GitHub、GitHub Copilotの送信データを企業が制御できるOpenTelemetryエクスポート機能を発表
要点
- 企業や組織が、GitHub Copilotが生成するテレメトリデータ(動作の監視・解析用データ)の送信先を強制指定できる新機能が発表された。
- 開発者が個別に環境変数を設定する手間がなくなり、組織が承認した特定のデータ収集サーバーへ安全にデータを集約できる。
- 対象となるのは、開発環境「VS Code」用のCopilot Chat拡張機能と、コマンドラインツールである「Copilot CLI」を動かすプロセスの両方である。
- 管理者が設定したルールは、開発者のローカル設定や環境変数よりも常に優先され、MDMなどを介して安全に配信される。
- 送信先に接続するための認証トークンなどの機密情報は、外部ツールを起動するサブプロセスに漏洩しないよう厳格に保護される。
リード文
GitHubは2026年7月8日(現地時間)、開発者向けAI支援ツール「GitHub Copilot」において、企業などの組織がテレメトリデータの出力を一元的に制御できる新機能「エンタープライズ管理のOpenTelemetryエクスポート機能」の提供を開始したことを明らかにした。この機能の導入により、組織の管理者は開発者一人ひとりの手作業に依存することなく、安全かつ監査可能な体制でCopilotの使用状況データを収集・監視できるようになるという。
本文
従来、GitHub Copilotの利用状況や動作を追跡するために、OpenTelemetry(システムの動作状況を可視化するためのテレメトリデータを収集・転送するオープン規格)を利用する際には、個々の開発者がローカル環境で「OTEL_*」という環境変数を手動で設定する必要があった。しかし、今回提供される新しい仕組みにより、管理者はエンタープライズ向け管理設定の「telemetry」ブロックに設定を記述するだけで、承認済みのコレクター(データ収集を行うサーバー)へ自動的にデータを送信させることが可能になる。

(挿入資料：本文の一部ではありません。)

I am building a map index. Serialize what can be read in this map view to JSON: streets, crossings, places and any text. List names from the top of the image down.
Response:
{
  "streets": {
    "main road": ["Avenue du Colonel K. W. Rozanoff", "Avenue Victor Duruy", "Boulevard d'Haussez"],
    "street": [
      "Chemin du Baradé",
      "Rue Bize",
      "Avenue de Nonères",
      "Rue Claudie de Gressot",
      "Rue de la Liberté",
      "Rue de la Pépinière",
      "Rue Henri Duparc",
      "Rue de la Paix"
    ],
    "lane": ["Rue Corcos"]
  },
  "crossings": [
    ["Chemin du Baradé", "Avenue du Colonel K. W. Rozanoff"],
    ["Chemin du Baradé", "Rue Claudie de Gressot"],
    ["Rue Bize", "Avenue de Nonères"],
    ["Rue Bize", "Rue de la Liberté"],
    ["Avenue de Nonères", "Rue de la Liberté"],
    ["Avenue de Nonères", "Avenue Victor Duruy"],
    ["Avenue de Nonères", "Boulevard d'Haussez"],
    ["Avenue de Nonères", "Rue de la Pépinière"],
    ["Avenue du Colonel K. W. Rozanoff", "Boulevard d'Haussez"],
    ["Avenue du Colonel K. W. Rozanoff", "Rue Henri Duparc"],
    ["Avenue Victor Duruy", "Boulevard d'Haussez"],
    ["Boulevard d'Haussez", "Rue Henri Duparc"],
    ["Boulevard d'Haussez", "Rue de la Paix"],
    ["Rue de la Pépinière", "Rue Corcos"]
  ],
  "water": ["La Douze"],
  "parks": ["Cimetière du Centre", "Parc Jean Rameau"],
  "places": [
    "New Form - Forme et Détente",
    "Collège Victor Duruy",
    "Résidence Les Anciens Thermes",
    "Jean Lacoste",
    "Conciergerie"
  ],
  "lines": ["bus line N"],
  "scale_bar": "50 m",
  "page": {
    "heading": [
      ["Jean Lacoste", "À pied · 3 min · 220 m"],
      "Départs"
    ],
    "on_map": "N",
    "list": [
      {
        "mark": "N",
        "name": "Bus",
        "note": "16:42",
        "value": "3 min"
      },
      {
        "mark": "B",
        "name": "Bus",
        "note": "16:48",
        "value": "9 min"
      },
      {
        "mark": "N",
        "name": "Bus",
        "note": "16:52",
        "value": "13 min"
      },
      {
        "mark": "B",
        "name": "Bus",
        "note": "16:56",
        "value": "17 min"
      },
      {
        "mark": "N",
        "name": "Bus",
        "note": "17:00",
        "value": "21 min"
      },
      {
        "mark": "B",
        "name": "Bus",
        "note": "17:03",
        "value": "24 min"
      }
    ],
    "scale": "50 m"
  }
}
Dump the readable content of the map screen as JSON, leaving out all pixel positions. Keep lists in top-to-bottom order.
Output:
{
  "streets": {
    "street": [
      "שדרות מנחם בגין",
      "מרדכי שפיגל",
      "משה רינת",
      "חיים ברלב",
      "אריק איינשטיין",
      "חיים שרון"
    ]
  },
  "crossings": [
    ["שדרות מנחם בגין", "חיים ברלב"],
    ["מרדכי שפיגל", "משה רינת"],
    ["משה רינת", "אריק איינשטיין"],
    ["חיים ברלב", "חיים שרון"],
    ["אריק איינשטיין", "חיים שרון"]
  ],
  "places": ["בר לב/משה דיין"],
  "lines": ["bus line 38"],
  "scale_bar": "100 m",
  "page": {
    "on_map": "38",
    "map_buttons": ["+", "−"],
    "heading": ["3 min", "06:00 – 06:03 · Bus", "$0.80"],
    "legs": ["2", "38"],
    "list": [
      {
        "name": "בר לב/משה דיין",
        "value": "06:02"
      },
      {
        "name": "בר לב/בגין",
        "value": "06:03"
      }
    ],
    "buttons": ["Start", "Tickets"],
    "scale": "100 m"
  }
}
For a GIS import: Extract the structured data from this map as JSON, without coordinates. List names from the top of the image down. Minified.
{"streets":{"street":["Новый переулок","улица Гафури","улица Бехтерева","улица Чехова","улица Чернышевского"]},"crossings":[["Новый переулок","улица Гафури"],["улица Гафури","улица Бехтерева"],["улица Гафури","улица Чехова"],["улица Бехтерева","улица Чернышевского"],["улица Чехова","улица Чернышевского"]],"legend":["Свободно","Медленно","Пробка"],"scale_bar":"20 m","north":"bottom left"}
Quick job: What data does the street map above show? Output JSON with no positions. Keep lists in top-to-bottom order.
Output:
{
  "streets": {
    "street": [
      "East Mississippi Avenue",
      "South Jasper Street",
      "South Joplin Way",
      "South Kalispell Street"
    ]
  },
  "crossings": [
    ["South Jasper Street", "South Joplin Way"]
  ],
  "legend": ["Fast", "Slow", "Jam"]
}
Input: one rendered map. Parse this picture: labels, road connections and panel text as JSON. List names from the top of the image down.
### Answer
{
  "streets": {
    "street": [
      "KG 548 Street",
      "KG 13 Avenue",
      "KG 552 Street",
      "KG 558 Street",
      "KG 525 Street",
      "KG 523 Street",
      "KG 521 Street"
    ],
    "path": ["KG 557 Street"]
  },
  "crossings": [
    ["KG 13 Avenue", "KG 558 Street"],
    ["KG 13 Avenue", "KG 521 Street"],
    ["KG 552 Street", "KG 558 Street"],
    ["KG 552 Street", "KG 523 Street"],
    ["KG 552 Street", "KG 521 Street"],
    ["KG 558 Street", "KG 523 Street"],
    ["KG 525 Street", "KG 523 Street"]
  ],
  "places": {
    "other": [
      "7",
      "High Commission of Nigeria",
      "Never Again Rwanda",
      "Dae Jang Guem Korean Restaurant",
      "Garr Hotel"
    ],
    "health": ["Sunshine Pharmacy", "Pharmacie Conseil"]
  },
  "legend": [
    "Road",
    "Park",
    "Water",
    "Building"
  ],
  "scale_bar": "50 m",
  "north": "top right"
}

この管理設定は、統合開発環境「Visual Studio Code(VS Code)」で動作するCopilot Chatの拡張機能だけでなく、コマンドラインで機能する「Copilot CLI」を動かすエージェントホストプロセス(ツールの裏で実行を管理するプログラム)に対しても共通して適用される。
管理者が細かくカスタマイズできる項目は、主に以下の4つのカテゴリーに分類される。
まず、OpenTelemetryのデータを送信する際のプロトコルであるOTLP(OpenTelemetry Protocol)のエンドポイント(送信先アドレス)や、通信を行うためのトランスポートプロトコル(「otlp-http」または「otlp-grpc」)を決定できる。
次に、OpenTelemetryにおけるサービス名や、どの開発環境から送られたかを識別するための各種リソース属性を設定できる。
さらに、データ送信時に付与されるエクスポーターヘッダーの設定も管理可能で、データ収集サーバーへアクセスするために必要な認証用トークンなどの情報をあらかじめ埋め込むことができる。
最後に、開発者が入力したプロンプト(指示文)やCopilotからのレスポンス、さらには実行されたツールの内容といった具体的な中身までキャプチャして記録するかどうかも指定でき、開発者がその設定を勝手に変更できるかどうかという権限までも管理者が指定できるという。
今回の新機能では、セキュリティの確保にも大きな配慮がなされている。管理者が設定したエクスポーターヘッダーの情報は、VS CodeのCopilot Chat拡張機能が持つOTLPエクスポーターにのみ直接適用され、PC全体の環境変数には書き込まれない。これにより、エージェントホストプロセスが他の子プロセス(サブプロセス)を起動した際などに、ヘッダーに含まれる重要な認証用トークンが別の外部ツールへと漏洩するリスクを防いでいる。
管理者がこの設定を各開発者の端末に届ける方法(配布チャネル)としては、複数のルートがサポートされている。OSが提供するネイティブなMDM(モバイルデバイス管理。WindowsのレジストリやmacOSの管理対象環境設定)を利用した配信のほか、サインインしているGitHubアカウントの情報を元にサーバーから動的に取得させる方法、そしてファイルベースで管理する「managed-settings.json」を使用する方法が用意されている。
このようにして配信された管理設定値は、ローカル環境にある既存の環境変数や開発者が個別に設定したユーザー設定よりも常に優先され、競合した場合は必ず管理側の設定が適用される(常に勝利する)仕様になっている。
補足
本機能は、以前から展開されている「エンタープライズ管理設定(enterprise managed settings)」のシステムをベースに構築されたものである。今回の更新により、VS CodeとCopilot CLIの双方におけるガバナンスとデータ管理のコントロールがさらに強化された形となった。